── INFORMATION SUPPLIED ──
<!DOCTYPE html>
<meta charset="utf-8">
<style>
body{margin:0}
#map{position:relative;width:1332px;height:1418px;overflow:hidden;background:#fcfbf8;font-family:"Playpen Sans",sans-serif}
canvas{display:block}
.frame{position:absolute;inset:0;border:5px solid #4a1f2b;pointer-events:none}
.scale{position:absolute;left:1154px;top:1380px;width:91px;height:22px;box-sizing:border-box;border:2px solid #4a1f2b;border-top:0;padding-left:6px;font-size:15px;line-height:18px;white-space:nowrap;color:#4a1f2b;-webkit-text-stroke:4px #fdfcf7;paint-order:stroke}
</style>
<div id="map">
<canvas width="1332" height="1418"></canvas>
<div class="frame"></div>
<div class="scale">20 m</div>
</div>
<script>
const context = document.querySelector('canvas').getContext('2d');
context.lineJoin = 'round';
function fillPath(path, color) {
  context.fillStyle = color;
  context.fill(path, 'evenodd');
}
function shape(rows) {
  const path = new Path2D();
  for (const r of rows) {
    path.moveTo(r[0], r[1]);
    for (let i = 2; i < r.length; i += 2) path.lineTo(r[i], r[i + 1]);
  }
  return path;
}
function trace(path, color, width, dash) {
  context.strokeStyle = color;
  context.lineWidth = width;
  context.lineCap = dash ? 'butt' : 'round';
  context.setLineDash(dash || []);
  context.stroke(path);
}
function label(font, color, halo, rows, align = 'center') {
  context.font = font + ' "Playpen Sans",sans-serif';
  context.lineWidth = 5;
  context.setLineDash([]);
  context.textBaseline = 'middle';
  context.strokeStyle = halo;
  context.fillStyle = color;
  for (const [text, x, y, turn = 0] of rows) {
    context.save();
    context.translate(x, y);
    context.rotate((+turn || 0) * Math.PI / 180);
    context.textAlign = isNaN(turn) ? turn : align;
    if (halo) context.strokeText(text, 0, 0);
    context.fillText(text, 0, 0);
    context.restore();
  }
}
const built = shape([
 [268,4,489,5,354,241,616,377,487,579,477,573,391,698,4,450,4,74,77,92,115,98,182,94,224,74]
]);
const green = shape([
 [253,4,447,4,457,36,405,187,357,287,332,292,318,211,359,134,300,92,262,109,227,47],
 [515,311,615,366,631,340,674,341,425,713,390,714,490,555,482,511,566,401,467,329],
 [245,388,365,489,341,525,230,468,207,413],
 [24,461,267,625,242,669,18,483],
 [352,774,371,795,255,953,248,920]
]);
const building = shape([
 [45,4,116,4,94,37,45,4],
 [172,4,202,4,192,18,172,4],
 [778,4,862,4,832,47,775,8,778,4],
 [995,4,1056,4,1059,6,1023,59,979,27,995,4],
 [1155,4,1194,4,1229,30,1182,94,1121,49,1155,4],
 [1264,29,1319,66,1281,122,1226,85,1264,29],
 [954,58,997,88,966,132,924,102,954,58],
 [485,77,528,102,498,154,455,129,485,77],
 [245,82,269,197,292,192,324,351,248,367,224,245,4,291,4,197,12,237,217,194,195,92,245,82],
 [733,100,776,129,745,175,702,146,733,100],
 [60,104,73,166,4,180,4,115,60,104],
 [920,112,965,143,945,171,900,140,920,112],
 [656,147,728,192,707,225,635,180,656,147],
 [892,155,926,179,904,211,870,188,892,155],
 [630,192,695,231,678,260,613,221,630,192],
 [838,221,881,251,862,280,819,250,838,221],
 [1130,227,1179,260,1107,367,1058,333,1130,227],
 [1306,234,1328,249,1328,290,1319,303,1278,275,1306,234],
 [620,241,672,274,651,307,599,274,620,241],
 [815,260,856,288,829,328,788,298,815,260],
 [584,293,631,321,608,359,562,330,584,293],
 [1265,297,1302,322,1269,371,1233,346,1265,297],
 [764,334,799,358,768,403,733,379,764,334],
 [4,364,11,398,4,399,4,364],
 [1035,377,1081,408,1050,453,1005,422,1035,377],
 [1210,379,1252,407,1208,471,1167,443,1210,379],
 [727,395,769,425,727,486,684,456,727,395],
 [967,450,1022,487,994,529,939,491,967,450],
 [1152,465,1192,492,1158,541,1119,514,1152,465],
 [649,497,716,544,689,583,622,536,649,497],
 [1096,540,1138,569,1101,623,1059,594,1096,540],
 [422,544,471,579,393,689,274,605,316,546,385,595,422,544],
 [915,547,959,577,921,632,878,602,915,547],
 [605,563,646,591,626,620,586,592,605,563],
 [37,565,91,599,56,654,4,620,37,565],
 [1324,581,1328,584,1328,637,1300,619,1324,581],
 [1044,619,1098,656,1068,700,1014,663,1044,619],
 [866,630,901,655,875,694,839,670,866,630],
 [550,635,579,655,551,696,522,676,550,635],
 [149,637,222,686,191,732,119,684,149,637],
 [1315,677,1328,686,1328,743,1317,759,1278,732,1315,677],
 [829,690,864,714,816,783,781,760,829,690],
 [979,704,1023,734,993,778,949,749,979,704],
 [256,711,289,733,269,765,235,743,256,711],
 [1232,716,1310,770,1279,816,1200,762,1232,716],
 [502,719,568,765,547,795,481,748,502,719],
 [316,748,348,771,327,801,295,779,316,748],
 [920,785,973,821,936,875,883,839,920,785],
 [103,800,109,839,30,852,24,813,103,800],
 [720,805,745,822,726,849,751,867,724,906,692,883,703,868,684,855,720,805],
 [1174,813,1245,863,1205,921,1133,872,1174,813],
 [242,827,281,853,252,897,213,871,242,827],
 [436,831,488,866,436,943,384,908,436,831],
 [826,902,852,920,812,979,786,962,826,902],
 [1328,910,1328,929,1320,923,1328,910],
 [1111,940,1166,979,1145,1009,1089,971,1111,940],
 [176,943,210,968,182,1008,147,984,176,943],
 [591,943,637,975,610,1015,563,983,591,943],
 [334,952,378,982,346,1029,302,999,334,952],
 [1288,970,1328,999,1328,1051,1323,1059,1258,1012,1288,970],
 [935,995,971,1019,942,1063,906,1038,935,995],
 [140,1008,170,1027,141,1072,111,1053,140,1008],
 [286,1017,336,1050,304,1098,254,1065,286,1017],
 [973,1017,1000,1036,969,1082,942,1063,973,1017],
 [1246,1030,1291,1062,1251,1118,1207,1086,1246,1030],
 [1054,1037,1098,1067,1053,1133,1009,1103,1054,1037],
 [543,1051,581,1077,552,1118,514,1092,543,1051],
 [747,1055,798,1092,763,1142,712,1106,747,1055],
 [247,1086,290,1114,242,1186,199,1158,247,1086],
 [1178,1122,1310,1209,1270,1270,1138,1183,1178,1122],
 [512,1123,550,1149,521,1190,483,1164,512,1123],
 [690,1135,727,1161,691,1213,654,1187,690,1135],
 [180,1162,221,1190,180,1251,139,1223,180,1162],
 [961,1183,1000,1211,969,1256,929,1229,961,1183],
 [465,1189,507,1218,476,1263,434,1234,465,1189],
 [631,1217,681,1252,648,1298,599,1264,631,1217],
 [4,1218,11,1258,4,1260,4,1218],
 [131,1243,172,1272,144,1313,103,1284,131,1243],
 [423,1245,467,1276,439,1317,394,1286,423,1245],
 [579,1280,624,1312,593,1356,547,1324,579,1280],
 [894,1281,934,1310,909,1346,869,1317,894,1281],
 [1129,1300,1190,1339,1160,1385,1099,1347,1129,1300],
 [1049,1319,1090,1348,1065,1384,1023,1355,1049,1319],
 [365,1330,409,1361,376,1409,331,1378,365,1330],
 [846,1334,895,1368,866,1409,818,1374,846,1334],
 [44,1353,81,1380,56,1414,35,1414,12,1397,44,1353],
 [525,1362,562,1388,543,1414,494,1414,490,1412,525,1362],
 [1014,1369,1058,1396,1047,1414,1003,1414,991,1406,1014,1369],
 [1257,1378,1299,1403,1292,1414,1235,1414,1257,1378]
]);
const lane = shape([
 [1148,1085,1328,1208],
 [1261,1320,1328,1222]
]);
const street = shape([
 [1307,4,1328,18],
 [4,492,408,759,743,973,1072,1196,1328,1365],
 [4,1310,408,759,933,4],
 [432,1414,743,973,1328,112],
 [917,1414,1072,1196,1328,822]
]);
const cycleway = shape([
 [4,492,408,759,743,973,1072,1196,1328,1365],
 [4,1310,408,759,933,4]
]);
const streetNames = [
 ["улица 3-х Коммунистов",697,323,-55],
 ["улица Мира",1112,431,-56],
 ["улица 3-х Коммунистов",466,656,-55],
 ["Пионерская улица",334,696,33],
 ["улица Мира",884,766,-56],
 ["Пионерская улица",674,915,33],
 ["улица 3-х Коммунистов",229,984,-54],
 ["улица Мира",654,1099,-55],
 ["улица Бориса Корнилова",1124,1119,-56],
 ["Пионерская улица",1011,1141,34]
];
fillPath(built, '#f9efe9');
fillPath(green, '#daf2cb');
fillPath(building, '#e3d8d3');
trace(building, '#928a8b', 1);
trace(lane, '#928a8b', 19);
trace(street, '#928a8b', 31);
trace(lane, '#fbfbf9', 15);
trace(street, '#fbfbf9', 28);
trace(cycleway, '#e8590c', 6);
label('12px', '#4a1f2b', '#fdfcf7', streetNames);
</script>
───
▶ _PROBLEM STATEMENT_
A bare number is the whole answer: state how many lines in the data above contain "rows".

▶ _ANSWER SECTION_
4